This week has seen US President Barack Obama announce a change to America’s foreign policy on economic sanctions as a response to cyber attacks.
This new ruling gives his administration the power to impose economic penalties on nations found guilty of launching cyber attacks that threaten America’s national security or economic stability.
This now aligns cyber attack with physical acts of violence and threats, meaning that in certain circumstances there is a direct escalation path to full-scale kinetic warfare.
However, this new approach brings with it questions that require answers so we can fully understand what economic sanctions mean on the global stage.
What’s the problem?
First and foremost, attribution is difficult. A sophisticated, state-sponsored cyber attack will always be the most difficult to prove.
Threat actors comprise teams of the brightest cryptographers, hackers and coders the country has to offer, all hidden behind walls of government buildings, highly secure infrastructure and a culture of secrecy.
Being state sponsored, it also means they have considerable funding available, to the tune of many millions of dollars.
Consider last year’s Sony hack; the US government claimed it was North Korea, but other industry experts were not so sure.The FBI’s finger pointing seemed, at least what was announced to the public, to be based on flimsy evidence.
Attacks can bounce around on the encrypted “dark net” and exit in any country they like, with many layers of obfuscation and encryption covering their tracks, deleting audit logs as they go. So, was it really North Korea or did they get the blame out of convenience, more to save face?
What would have happened if President Obama had used the same language as an “Act of War” if the guilty party had been China or Russia. That could well have had a very different global connotation, and response.
The other issue, even if you can categorically say the attack came from China, for example, how do you prove it was state sponsored? What if it’s a criminal gang operating within that country? Can you realistically impose economic sanctions on the country because of the actions of a criminal gang, especially if the authorities in that nation acknowledge it and say they are actively pursuing them? What if the criminal gang has a military agenda within their state, such as overthrowing the government? If they were to force the US to impose economic sanctions, the action could destabilise the local government and help their own agenda.
Can sanctions work?
Interestingly, in a forthcoming book on the subject of whether economic sanctions work and in what context they work, the authors studied 174 cases within the 20th century and suggest that they were only effective 34 percent of the time.
Just look at recent history. In the middle of last year Australia imposed economic sanctions on Russia alongside sanctions imposed by America and the European Union as a response to the MH17 disaster.
This proved to be a double-edged sword, because they certainly showed solidarity with our allies in the West, however they also caused economic stress inside Australia.
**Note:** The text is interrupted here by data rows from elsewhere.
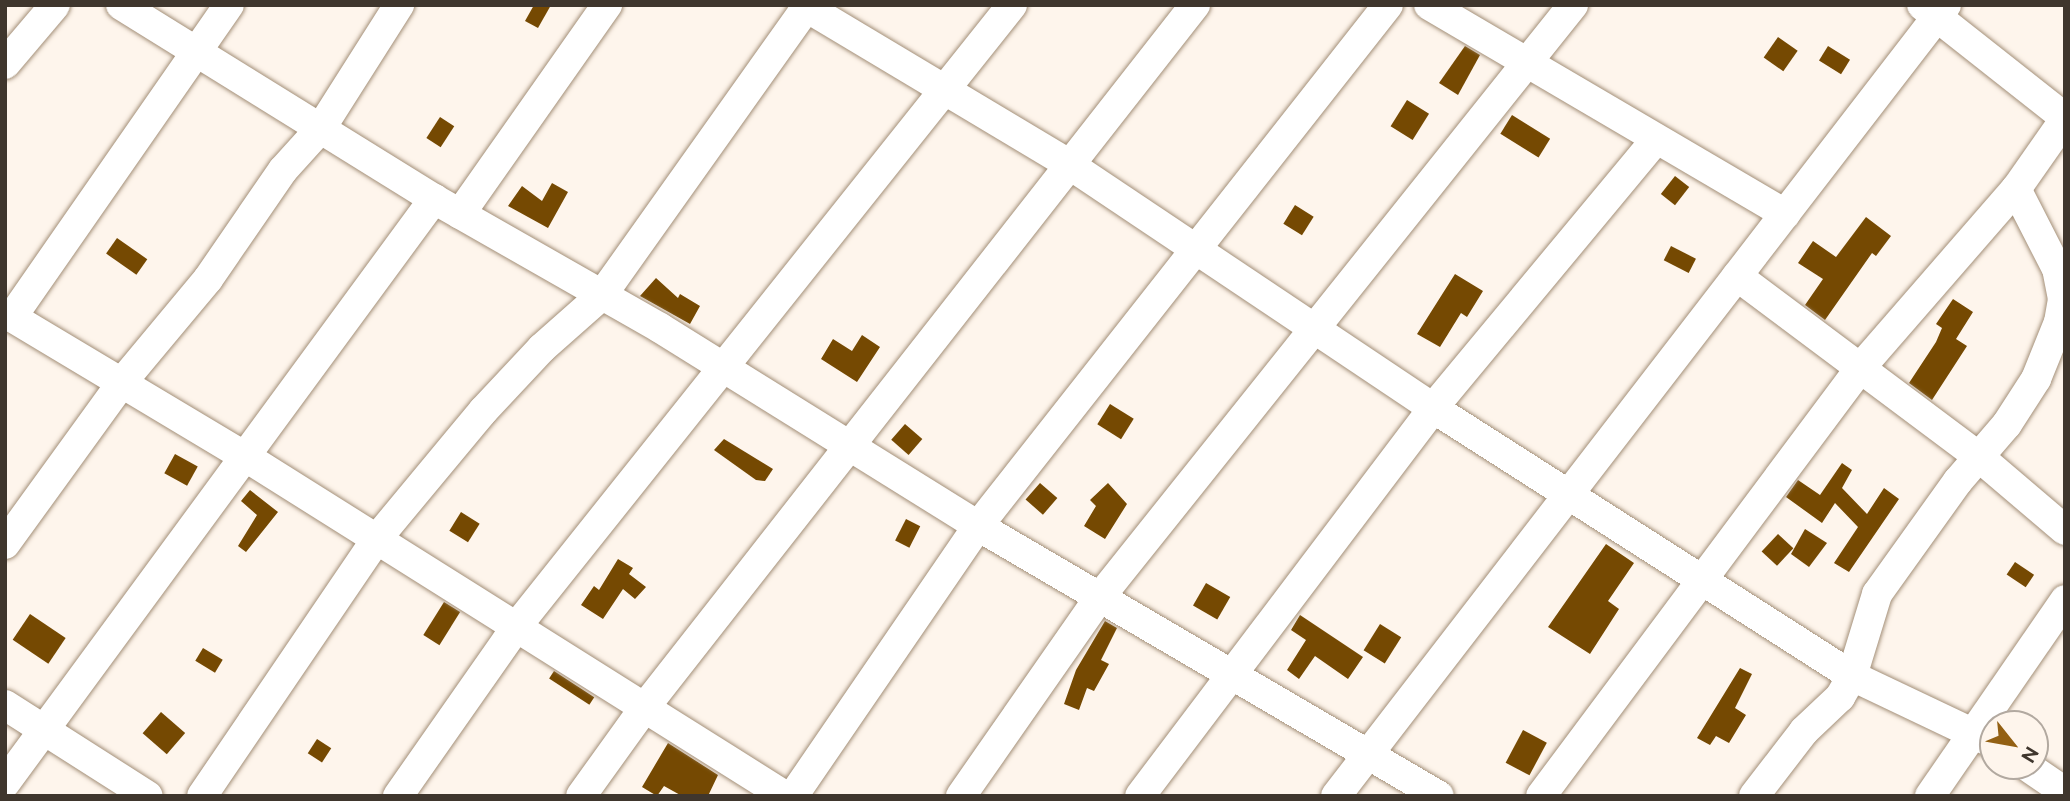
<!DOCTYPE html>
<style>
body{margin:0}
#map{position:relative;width:2070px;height:801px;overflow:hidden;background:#fef5ec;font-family:Raleway,sans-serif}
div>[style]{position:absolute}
.building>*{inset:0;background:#754902;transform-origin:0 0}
.roads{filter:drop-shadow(0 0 2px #a38f78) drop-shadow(0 0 2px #a38f78)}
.minor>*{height:30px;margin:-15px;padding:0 15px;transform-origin:15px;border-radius:15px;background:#fff}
span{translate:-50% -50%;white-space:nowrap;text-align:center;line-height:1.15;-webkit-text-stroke:7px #fef5ec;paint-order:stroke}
.frame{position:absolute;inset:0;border:7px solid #3f362d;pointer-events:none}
.north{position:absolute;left:1979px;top:710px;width:70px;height:70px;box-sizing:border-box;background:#fef5ec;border:2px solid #b2a9a0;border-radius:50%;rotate:121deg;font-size:19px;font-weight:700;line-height:28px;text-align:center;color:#3f362d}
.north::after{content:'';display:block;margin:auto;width:24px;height:32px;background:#936013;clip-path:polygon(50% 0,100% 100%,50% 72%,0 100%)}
</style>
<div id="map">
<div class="building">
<div style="clip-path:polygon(534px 5px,551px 5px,538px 28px,525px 21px)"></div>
<div style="left:1778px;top:37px;width:24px;height:25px;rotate:35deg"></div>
<div style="clip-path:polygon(1465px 46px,1480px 55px,1458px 95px,1439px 83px)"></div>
<div style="left:1828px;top:46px;width:26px;height:17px;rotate:32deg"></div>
<div style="left:1407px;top:100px;width:26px;height:31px;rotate:32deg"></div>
<div style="left:1512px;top:115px;width:45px;height:22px;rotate:32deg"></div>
<div style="left:440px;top:117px;width:17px;height:25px;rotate:33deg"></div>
<div style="left:1675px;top:176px;width:18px;height:23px;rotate:38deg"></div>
<div style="clip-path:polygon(552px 183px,568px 192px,548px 228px,508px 206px,522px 186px,542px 201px)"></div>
<div style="left:1295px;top:205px;width:22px;height:22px;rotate:32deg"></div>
<div style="clip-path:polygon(1866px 217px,1891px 236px,1876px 256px,1872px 253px,1825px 320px,1805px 305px,1823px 279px,1798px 263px,1813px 241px,1836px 257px)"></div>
<div style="left:117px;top:238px;width:37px;height:19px;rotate:35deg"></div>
<div style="left:1671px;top:246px;width:28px;height:16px;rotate:27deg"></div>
<div style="clip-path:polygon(1455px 274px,1483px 291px,1467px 317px,1461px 313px,1440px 347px,1417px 334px)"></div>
<div style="clip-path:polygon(656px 278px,678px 298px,680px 294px,700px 306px,690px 324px,640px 296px)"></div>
<div style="clip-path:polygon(1953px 299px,1973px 312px,1956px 339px,1967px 346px,1932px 400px,1909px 383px,1936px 342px,1942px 328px,1936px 324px)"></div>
<div style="clip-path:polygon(862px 335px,880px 347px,857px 382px,821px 359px,833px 339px,852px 351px)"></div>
<div style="left:1110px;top:404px;width:28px;height:24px;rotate:32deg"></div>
<div style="left:905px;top:424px;width:23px;height:21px;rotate:41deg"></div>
<div style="clip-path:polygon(724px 439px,773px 469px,765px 481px,756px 480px,714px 450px)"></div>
<div style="left:175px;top:454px;width:26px;height:22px;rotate:29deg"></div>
<div style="clip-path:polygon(1842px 463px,1852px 470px,1842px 488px,1867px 514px,1884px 488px,1899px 499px,1849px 572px,1834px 563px,1858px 527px,1835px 503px,1822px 523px,1786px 497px,1798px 480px,1820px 495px)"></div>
<div style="left:1040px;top:483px;width:23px;height:22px;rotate:41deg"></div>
<div style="clip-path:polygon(1108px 483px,1127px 504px,1105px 539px,1084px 526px,1096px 506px,1090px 500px)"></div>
<div style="clip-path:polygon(250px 490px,278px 512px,246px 552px,238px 546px,257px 515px,241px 501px)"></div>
<div style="left:461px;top:512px;width:22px;height:22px;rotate:32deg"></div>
<div style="left:906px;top:519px;width:16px;height:24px;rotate:27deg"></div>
<div style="clip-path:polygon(1805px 529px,1827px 543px,1809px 567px,1791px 554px)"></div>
<div style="left:1778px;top:534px;width:21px;height:24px;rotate:43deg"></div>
<div style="clip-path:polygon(1606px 544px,1634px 563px,1608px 601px,1619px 609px,1590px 654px,1548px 627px)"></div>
<div style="clip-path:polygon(618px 559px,633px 568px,629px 574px,646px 587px,635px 599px,623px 589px,603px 619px,581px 605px,594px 586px,599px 590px)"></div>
<div style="left:2015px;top:562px;width:23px;height:15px;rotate:34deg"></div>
<div style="left:1206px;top:583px;width:28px;height:26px;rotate:30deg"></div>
<div style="left:444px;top:602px;width:19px;height:39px;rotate:32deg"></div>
<div style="left:30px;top:614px;width:43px;height:31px;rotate:34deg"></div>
<div style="clip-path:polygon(1300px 615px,1363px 657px,1348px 679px,1315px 656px,1299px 679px,1287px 670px,1306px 640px,1291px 630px)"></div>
<div style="clip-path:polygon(1105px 621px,1117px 628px,1101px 660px,1109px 664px,1094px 691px,1087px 688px,1079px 710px,1064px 704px,1076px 670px)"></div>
<div style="left:1380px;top:624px;width:25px;height:31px;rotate:32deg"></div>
<div style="left:203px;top:648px;width:23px;height:15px;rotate:31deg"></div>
<div style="clip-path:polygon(1740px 668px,1752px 674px,1735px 708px,1746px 715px,1729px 743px,1716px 736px,1710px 745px,1697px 738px)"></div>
<div style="left:554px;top:671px;width:48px;height:9px;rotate:33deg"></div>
<div style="left:161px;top:712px;width:32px;height:28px;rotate:41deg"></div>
<div style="left:1523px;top:730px;width:27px;height:37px;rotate:28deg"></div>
<div style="left:317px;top:739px;width:17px;height:17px;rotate:33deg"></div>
<div style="clip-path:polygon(668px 743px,718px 775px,708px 796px,682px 796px,664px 786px,657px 796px,642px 787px)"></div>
</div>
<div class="roads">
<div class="minor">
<div style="left:121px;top:5px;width:368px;rotate:31.8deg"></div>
<div style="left:434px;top:199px;width:260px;rotate:29.7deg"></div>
<div style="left:660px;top:328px;width:375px;rotate:31.9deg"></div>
<div style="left:978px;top:526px;width:534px;rotate:30.36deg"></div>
<div style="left:803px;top:5px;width:311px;rotate:30.9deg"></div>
<div style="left:1070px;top:165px;width:437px;rotate:33.8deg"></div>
<div style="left:1433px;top:408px;width:497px;rotate:32.6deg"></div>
<div style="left:1852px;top:676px;width:156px;rotate:25.4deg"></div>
<div style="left:1429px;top:5px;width:413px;rotate:30.4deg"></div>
<div style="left:1922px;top:5px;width:182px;rotate:38.3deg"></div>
<div style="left:5px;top:64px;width:77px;rotate:-49.7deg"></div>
<div style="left:460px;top:214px;width:256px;rotate:-54.9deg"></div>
<div style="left:1737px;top:276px;width:301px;rotate:36.8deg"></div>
<div style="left:1978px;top:456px;width:114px;rotate:40.4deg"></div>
<div style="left:5px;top:313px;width:281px;rotate:30.9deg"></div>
<div style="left:246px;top:457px;width:637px;rotate:32.17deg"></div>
<div style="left:12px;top:317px;width:380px;rotate:-55.2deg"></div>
<div style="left:5px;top:544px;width:201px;rotate:-54.1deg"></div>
<div style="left:123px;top:381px;width:133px;rotate:-50.2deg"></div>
<div style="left:208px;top:279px;width:132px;rotate:-55.5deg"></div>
<div style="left:283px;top:170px;width:57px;rotate:-47.9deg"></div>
<div style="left:321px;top:128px;width:146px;rotate:-57.6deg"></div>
<div style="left:5px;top:705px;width:169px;rotate:32.5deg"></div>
<div style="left:2027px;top:766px;width:46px;rotate:34.4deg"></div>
<div style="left:5px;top:783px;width:725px;rotate:-53.7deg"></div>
<div style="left:202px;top:796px;width:308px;rotate:-55.8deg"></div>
<div style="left:375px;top:541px;width:169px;rotate:-50.3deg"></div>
<div style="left:483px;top:411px;width:86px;rotate:-46.9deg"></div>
<div style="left:542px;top:348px;width:80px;rotate:-41.5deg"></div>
<div style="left:602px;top:295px;width:356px;rotate:-54.6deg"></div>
<div style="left:398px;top:796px;width:208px;rotate:-55deg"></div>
<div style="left:517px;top:626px;width:794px;rotate:-51.44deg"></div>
<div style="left:581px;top:796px;width:110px;rotate:-54.3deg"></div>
<div style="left:645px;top:707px;width:892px;rotate:-51.92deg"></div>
<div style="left:793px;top:796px;width:327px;rotate:-55.6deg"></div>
<div style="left:978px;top:526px;width:663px;rotate:-51.8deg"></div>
<div style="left:961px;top:796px;width:243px;rotate:-55.1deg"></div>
<div style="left:1100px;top:597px;width:758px;rotate:-51.38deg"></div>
<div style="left:1140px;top:796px;width:486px;rotate:-52.9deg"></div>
<div style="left:1433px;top:408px;width:349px;rotate:-50.3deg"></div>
<div style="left:1336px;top:796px;width:999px;rotate:-52.36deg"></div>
<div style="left:1541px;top:796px;width:535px;rotate:-53.28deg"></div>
<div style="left:1861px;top:367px;width:236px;rotate:-49deg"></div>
<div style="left:2016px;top:189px;width:85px;rotate:-55deg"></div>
<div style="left:1754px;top:796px;width:82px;rotate:-52.4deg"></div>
<div style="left:1804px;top:731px;width:50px;rotate:-43.4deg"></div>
<div style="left:1840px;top:697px;width:24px;rotate:-60deg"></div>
<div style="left:1852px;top:676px;width:86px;rotate:-73deg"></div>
<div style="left:1877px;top:594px;width:139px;rotate:-54.4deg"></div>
<div style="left:1958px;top:481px;width:75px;rotate:-49.3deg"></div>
<div style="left:2007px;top:424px;width:54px;rotate:-57.2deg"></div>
<div style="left:2036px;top:379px;width:61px;rotate:-68deg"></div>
<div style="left:2059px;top:322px;width:23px;rotate:-80deg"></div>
<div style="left:2063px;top:299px;width:31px;rotate:-101deg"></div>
<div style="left:2057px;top:269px;width:90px;rotate:-117.1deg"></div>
<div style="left:1930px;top:796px;width:238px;rotate:-55.4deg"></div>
</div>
</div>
<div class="frame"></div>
<div class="north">N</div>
</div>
The Australian Farm Institute criticised these sanctions as adversely affecting Australia’s ability to export beef, butter and nuts, which is a market worth $44 million annually.
We need to consider what should happen if a friendly nation’s intelligence services are discovered carrying out acts of espionage on another nation? Should the target nation respond with their equivalent of sanctions? What if their foreign policy deems it a true act of war? Who invaded whom?
In a world where America holds most of the cards in terms of global trade, they are controlling the strings. It feels somewhat like a new cold war game being played on a different level, and rather than a game of proliferation it’s now a game of hide and seek.
If the current escalating trend continues and more attacks on high profile targets emerge, it will be interesting to see how and when the White House elects to use its new powers.
The question as to whether sanctions are an appropriate way to tackle hacking can only really be answered through the analysis of historical data (of which today we have none). If attacks from a specific nation state are seen to slow down or cease, can that outcome be directly attributed to the establishment of sanctions or do sanctions simply motivate national investment in finding and eliminating the threat?
This only works if the attacker is not under the employment of the nation state’s government. If a nation is passive towards cybercrime in terms of laws and enforcement, sanctions could work to align national policy with that of America’s and outlaw these criminals for what they are.
It will also be interesting to see when cybercrime sanctions are imposed what criteria are set by the White House as to when they can be lifted.